The hardware and bandwidth for this mirror is donated by dogado GmbH, the Webhosting and Full Service-Cloud Provider. Check out our Wordpress Tutorial.
If you wish to report a bug, or if you are interested in having us mirror your free-software or open-source project, please feel free to contact us at mirror[@]dogado.de.

Version: 1.0.13
Date: 2023-9-14
Title: Distance Based Cell Lineage Reconstruction
Author: Il-Youp Kwak [aut, cre], Wuming Gong [aut]
Maintainer: Il-Youp Kwak <ikwak2@cau.ac.kr>
License: GPL-3
VignetteBuilder: knitr
LinkingTo: Rcpp, RcppArmadillo
RoxygenNote: 7.2.3
Depends: R (≥ 4.1.0), tensorflow(≥ 2.2.0)
Encoding: UTF-8
Imports: BiocParallel, dplyr, Matrix, matrixStats, ape, phangorn, Rcpp, igraph, methods, purrr, stringr, tidyr, rBayesianOptimization, rlang, BiocGenerics
Suggests: knitr, rmarkdown, markdown
Description: R codes for distance based cell lineage reconstruction. Our methods won both sub-challenges 2 and 3 of the Allen Institute Cell Lineage Reconstruction DREAM Challenge in 2020. References: Gong et al. (2021) <doi:10.1016/j.cels.2021.05.008>, Gong et al. (2022) <doi:10.1186/s12859-022-04633-x>.
URL: https://github.com/ikwak2/DCLEAR
NeedsCompilation: yes
Packaged: 2023-09-14 07:01:28 UTC; ikwak2
Repository: CRAN
Date/Publication: 2023-09-14 07:32:35 UTC

DCLEAR: A package for DCLEAR: Distance based Cell LinEAge Reconstruction

Description

Distance based methods for inferring lineage treess from single cell data


WH

Description

implementation of weighted hamming algorithm

Usage

WH(x, InfoW, dropout = FALSE)

Arguments

x

Sequence object of 'phyDat' type.

InfoW

Weight vector for the calculation of weighted hamming distance

dropout

Different weighting strategy is taken to consider interval dropout with dropout = 'TRUE'. Default is, dropout = 'FALSE'.

Value

Calculated distance matrix of input sequences. The result is a 'dist' class object.

Author(s)

Il-Youp Kwak

Examples


set.seed(1)
library(phangorn)
mu_d1 = c( 30, 20, 10, 5, 5, 1, 0.01, 0.001)
mu_d1 = mu_d1/sum(mu_d1)
simn = 10 # number of cell samples
m = 10  ## number of targets
sD = sim_seqdata(sim_n = simn, m = m, mu_d = 0.03,
        d = 12, n_s = length(mu_d1), outcome_prob = mu_d1, p_d = 0.005 )

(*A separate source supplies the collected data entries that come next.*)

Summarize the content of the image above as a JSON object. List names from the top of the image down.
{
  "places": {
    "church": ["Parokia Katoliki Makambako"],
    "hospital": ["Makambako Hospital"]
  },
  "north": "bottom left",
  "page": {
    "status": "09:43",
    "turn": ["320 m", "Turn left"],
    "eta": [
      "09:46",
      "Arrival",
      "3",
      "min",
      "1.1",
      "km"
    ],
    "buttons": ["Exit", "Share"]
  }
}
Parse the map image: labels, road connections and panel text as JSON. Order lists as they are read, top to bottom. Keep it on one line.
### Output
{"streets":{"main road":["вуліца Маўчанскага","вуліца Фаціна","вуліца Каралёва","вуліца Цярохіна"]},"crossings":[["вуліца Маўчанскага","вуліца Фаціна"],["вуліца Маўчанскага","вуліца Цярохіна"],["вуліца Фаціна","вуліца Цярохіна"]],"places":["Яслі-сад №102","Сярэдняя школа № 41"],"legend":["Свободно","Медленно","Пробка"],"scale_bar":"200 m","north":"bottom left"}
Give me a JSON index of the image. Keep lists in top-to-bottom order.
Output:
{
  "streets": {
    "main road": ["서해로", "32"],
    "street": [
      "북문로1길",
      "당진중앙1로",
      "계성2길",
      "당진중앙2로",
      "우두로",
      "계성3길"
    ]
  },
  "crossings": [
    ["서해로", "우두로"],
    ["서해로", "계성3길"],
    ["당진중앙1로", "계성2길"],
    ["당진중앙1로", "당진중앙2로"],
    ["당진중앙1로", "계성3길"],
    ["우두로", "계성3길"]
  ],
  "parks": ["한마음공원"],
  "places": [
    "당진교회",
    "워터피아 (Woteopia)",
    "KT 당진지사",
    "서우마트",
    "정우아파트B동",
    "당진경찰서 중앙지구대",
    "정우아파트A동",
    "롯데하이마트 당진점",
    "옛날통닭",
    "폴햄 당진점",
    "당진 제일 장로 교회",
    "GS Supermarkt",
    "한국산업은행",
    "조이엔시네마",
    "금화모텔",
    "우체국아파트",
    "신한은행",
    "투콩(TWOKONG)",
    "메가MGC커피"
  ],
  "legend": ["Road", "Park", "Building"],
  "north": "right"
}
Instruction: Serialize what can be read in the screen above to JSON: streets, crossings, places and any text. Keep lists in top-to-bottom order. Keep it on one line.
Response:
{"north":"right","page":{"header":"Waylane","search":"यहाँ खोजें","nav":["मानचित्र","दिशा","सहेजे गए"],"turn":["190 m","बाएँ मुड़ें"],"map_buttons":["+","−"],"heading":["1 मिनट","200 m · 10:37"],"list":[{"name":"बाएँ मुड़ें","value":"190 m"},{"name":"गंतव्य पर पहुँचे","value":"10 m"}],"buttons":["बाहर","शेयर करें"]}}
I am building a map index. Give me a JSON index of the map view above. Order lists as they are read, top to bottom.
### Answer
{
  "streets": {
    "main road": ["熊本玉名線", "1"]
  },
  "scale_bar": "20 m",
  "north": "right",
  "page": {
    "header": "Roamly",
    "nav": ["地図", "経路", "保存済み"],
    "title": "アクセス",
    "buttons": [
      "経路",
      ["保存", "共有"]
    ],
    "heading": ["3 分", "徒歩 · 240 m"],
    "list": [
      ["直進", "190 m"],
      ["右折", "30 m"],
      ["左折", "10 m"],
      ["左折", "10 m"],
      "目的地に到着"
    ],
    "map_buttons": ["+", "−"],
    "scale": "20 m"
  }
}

## RF score with hamming distance
D_h = dist.hamming(sD$seqs)
tree_h= NJ(D_h)
RF.dist(tree_h, sD$tree, normalize = TRUE)

## RF score with weighted hamming
InfoW = -log(mu_d1)
InfoW[1:2] = 1
InfoW[3:7] = 4.5

D_wh = WH(sD$seqs, InfoW)
tree_wh= NJ(D_wh)
RF.dist(tree_wh, sD$tree, normalize = TRUE)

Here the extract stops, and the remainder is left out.